Your assignment: Scan the records for the string "serif"; copy each line where it occurs.

***** Information given *****

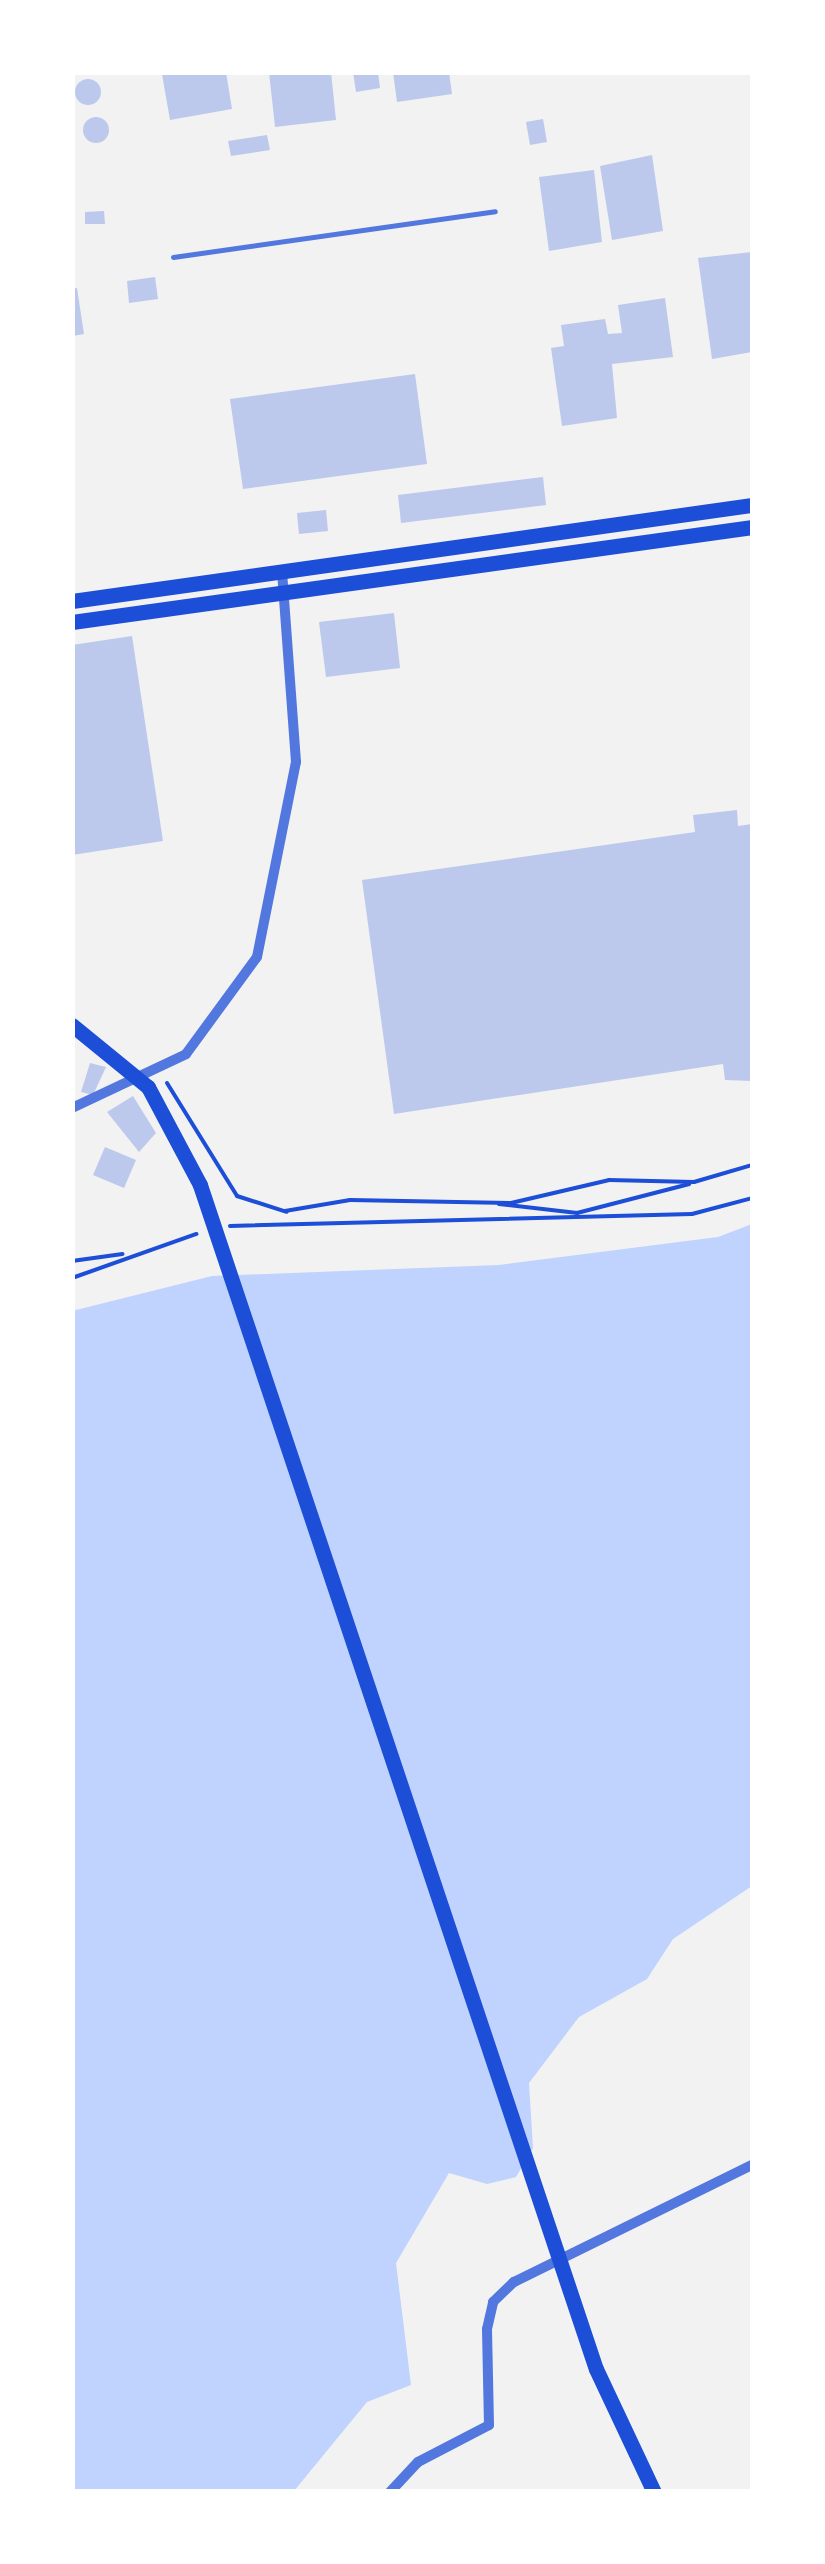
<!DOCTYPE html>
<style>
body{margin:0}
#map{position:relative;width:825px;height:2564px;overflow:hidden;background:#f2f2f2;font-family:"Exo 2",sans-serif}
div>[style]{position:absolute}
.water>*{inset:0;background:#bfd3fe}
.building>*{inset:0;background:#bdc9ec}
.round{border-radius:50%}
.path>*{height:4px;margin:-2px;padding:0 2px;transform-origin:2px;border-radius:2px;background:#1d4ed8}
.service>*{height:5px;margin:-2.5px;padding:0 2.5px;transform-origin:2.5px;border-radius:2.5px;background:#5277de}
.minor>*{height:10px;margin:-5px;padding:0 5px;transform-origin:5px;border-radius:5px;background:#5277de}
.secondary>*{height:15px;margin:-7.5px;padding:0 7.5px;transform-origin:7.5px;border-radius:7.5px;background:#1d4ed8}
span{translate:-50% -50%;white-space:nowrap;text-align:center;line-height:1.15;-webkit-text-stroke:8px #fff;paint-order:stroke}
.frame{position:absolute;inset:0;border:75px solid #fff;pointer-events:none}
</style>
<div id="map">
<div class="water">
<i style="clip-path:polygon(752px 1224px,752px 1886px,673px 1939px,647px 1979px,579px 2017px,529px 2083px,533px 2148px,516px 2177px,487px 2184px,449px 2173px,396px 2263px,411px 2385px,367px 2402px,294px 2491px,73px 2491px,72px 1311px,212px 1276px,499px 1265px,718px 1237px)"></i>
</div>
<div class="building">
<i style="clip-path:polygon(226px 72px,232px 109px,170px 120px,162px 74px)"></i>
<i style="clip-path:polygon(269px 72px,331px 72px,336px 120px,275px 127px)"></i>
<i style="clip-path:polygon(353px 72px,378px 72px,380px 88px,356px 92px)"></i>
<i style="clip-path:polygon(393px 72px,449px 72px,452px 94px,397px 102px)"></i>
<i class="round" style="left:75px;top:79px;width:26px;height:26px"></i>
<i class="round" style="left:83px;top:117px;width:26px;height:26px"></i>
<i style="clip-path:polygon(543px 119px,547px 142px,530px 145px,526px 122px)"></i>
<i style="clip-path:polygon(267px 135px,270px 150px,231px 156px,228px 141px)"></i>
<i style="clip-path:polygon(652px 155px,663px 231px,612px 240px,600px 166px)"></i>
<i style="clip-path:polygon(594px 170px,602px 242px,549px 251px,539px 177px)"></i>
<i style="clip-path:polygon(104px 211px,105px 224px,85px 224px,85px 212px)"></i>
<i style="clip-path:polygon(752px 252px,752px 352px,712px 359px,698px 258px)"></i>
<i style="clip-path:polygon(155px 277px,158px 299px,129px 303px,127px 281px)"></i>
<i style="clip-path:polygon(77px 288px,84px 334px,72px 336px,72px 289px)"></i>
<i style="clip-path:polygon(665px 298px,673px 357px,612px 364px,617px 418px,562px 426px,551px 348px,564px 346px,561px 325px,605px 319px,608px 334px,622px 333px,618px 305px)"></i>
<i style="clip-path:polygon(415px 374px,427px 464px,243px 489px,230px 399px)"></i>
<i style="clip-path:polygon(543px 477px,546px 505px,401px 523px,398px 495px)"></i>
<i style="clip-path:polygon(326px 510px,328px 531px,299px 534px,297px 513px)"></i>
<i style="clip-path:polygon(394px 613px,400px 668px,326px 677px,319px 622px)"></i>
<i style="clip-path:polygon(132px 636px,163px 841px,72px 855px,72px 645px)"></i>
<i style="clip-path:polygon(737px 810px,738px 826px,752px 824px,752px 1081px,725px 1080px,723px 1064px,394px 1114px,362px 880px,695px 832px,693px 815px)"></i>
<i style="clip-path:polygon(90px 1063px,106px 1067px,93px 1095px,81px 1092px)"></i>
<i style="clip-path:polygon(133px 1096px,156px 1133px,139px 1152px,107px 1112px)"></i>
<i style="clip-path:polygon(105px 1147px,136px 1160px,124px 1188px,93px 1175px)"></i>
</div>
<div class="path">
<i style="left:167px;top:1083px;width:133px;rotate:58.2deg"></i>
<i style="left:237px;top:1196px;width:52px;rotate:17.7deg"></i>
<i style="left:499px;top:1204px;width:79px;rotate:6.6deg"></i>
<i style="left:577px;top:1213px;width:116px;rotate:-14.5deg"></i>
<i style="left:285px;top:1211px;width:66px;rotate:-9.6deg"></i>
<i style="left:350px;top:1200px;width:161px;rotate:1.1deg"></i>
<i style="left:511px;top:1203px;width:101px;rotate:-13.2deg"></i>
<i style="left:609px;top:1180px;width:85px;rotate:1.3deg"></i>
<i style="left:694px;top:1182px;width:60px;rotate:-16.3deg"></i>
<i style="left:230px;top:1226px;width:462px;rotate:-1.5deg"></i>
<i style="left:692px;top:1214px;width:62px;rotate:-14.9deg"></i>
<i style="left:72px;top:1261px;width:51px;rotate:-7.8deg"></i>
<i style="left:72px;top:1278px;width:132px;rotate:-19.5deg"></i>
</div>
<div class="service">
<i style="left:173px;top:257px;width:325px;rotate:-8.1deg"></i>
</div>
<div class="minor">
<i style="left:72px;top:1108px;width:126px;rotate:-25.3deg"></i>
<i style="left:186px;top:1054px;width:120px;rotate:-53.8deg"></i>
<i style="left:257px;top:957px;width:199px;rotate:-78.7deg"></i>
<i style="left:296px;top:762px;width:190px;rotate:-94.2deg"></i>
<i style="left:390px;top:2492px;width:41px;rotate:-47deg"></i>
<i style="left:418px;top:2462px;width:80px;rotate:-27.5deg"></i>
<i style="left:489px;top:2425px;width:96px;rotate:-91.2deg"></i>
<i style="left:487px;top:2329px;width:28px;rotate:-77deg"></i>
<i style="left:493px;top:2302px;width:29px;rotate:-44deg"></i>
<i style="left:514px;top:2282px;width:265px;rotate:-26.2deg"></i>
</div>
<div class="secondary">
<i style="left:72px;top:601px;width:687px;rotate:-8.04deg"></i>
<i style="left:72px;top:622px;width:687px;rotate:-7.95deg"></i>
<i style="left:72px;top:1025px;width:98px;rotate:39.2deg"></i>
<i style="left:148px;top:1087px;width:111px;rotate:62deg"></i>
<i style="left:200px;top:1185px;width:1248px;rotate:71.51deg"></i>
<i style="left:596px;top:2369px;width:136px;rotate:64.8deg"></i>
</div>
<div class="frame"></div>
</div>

*****
***** Information given *****

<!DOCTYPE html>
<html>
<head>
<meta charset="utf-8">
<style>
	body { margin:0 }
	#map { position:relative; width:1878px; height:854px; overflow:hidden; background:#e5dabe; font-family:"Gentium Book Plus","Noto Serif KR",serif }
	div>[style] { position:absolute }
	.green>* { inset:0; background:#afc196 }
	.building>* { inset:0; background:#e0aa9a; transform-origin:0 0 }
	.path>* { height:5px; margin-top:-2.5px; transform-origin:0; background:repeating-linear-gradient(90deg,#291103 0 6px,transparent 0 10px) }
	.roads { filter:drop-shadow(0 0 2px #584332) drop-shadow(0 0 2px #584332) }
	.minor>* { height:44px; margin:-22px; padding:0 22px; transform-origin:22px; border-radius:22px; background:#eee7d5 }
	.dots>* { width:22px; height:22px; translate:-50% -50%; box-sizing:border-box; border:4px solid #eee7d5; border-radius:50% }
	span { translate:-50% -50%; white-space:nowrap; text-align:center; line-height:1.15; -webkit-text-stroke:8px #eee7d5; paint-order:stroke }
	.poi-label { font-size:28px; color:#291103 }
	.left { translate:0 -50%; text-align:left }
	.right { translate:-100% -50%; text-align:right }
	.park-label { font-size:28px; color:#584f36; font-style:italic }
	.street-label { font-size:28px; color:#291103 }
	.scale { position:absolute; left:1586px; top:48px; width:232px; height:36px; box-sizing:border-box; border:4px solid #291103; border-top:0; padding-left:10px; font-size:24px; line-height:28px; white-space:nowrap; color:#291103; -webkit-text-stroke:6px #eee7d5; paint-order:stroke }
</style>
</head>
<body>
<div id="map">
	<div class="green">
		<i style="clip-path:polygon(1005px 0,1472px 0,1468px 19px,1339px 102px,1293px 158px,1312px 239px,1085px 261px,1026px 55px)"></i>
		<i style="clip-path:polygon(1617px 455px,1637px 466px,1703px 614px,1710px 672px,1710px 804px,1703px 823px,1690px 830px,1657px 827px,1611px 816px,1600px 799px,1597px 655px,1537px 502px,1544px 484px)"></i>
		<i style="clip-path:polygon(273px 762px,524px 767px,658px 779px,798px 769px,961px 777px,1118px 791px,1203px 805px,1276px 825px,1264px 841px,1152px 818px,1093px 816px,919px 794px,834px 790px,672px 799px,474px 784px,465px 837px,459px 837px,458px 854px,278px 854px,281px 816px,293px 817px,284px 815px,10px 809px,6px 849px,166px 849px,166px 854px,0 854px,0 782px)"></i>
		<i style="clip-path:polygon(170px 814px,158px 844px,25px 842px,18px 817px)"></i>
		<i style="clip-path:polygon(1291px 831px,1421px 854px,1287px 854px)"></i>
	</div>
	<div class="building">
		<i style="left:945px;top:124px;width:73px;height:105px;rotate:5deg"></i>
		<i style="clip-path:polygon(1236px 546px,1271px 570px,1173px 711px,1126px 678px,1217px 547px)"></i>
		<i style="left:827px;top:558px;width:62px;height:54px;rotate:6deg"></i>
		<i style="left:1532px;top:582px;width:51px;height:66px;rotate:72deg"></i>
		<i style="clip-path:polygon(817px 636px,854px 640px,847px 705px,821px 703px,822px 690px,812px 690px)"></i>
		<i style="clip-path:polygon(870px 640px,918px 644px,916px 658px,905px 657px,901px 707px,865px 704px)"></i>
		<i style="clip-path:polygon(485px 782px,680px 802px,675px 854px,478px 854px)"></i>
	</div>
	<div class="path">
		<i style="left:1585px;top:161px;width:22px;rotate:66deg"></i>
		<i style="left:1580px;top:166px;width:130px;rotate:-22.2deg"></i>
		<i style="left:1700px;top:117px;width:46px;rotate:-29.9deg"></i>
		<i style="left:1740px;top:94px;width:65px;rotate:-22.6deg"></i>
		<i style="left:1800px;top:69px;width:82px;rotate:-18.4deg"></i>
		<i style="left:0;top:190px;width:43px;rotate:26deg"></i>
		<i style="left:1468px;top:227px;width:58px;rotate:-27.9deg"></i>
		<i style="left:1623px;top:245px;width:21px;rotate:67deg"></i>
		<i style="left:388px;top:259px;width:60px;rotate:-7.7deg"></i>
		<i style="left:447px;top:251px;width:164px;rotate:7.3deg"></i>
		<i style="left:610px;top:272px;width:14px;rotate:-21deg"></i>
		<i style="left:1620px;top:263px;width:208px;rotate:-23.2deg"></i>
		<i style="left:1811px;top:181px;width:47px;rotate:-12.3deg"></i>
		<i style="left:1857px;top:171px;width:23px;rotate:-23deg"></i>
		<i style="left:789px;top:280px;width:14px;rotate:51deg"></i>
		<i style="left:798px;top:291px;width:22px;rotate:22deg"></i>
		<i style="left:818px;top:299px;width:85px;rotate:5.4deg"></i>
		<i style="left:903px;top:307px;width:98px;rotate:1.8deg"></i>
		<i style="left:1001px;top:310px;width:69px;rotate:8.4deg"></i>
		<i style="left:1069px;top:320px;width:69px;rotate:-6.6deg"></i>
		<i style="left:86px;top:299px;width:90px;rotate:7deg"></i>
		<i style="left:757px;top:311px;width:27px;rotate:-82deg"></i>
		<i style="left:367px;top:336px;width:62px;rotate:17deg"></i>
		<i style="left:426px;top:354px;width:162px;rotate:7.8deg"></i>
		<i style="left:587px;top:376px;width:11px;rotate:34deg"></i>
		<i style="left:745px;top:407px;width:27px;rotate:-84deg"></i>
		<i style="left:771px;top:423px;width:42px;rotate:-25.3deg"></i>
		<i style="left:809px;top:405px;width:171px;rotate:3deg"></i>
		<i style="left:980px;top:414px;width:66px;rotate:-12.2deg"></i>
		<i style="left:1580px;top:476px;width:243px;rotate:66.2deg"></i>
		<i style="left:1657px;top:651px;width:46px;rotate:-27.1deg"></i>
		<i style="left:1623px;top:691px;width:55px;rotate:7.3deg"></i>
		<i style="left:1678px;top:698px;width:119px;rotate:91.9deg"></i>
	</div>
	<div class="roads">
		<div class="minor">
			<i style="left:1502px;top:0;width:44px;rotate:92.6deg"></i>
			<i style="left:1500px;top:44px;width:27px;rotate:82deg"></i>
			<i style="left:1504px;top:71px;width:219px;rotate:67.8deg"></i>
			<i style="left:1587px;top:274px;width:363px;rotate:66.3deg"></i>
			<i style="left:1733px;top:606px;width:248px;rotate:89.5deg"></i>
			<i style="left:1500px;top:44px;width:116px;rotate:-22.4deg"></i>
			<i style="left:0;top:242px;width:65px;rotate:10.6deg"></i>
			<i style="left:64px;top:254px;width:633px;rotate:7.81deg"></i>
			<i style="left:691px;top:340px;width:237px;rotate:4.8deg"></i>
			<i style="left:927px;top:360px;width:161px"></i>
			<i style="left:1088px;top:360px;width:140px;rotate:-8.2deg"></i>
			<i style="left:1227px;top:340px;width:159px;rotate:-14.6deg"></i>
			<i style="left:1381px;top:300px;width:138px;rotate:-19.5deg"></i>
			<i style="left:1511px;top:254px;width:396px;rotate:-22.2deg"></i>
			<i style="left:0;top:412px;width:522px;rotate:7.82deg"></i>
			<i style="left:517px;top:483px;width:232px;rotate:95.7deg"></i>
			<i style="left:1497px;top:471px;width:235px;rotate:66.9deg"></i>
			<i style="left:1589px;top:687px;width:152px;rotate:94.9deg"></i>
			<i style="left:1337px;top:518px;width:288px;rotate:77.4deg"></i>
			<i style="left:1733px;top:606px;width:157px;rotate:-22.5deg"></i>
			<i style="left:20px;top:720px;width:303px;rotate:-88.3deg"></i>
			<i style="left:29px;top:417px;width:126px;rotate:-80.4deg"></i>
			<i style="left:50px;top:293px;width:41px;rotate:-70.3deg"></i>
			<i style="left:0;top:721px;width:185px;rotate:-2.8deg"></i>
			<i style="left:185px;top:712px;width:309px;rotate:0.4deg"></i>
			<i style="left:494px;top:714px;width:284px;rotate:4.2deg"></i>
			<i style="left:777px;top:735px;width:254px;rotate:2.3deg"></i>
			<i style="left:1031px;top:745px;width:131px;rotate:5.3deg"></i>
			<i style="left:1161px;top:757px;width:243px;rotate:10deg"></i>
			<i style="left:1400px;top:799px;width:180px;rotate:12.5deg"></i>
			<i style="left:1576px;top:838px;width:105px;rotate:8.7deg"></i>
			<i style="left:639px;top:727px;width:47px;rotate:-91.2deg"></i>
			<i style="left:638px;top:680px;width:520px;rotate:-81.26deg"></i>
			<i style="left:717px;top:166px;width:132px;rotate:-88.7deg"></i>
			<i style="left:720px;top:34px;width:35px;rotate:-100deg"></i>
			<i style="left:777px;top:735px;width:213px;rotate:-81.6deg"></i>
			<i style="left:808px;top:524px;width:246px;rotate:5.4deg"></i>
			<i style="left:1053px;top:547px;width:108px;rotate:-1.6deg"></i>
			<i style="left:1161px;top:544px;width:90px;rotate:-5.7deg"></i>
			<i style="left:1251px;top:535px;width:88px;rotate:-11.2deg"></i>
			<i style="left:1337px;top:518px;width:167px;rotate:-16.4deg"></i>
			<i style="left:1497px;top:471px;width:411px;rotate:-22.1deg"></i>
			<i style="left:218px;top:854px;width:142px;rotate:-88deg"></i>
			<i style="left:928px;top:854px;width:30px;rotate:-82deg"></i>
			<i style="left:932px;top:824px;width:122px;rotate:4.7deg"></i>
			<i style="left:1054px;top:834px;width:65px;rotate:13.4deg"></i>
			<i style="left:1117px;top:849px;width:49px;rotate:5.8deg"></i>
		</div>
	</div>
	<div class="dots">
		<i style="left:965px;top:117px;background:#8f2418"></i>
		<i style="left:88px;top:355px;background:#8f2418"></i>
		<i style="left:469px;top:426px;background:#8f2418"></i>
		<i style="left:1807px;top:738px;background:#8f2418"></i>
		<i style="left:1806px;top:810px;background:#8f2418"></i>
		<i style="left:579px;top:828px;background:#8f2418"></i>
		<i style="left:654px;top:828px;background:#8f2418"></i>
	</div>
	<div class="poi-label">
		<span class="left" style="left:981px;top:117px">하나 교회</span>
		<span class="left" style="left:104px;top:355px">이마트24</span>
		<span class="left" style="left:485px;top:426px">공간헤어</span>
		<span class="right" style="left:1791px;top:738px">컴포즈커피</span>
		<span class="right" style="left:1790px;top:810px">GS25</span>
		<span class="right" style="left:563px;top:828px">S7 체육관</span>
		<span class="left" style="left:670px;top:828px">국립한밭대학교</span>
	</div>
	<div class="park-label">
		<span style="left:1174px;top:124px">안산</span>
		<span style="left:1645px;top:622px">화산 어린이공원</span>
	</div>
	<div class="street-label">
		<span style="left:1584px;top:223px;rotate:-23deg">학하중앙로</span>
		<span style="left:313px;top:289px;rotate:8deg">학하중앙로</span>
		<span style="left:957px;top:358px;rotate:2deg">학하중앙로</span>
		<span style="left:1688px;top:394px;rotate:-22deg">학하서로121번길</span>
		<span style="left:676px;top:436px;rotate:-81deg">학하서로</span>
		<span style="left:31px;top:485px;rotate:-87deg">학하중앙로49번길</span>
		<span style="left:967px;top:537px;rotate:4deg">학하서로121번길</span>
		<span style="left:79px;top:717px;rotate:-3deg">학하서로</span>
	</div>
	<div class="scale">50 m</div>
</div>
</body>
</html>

*****

Output below:
#map{position:relative;width:825px;height:2564px;overflow:hidden;background:#f2f2f2;font-family:"Exo 2",sans-serif}
	#map { position:relative; width:1878px; height:854px; overflow:hidden; background:#e5dabe; font-family:"Gentium Book Plus","Noto Serif KR",serif }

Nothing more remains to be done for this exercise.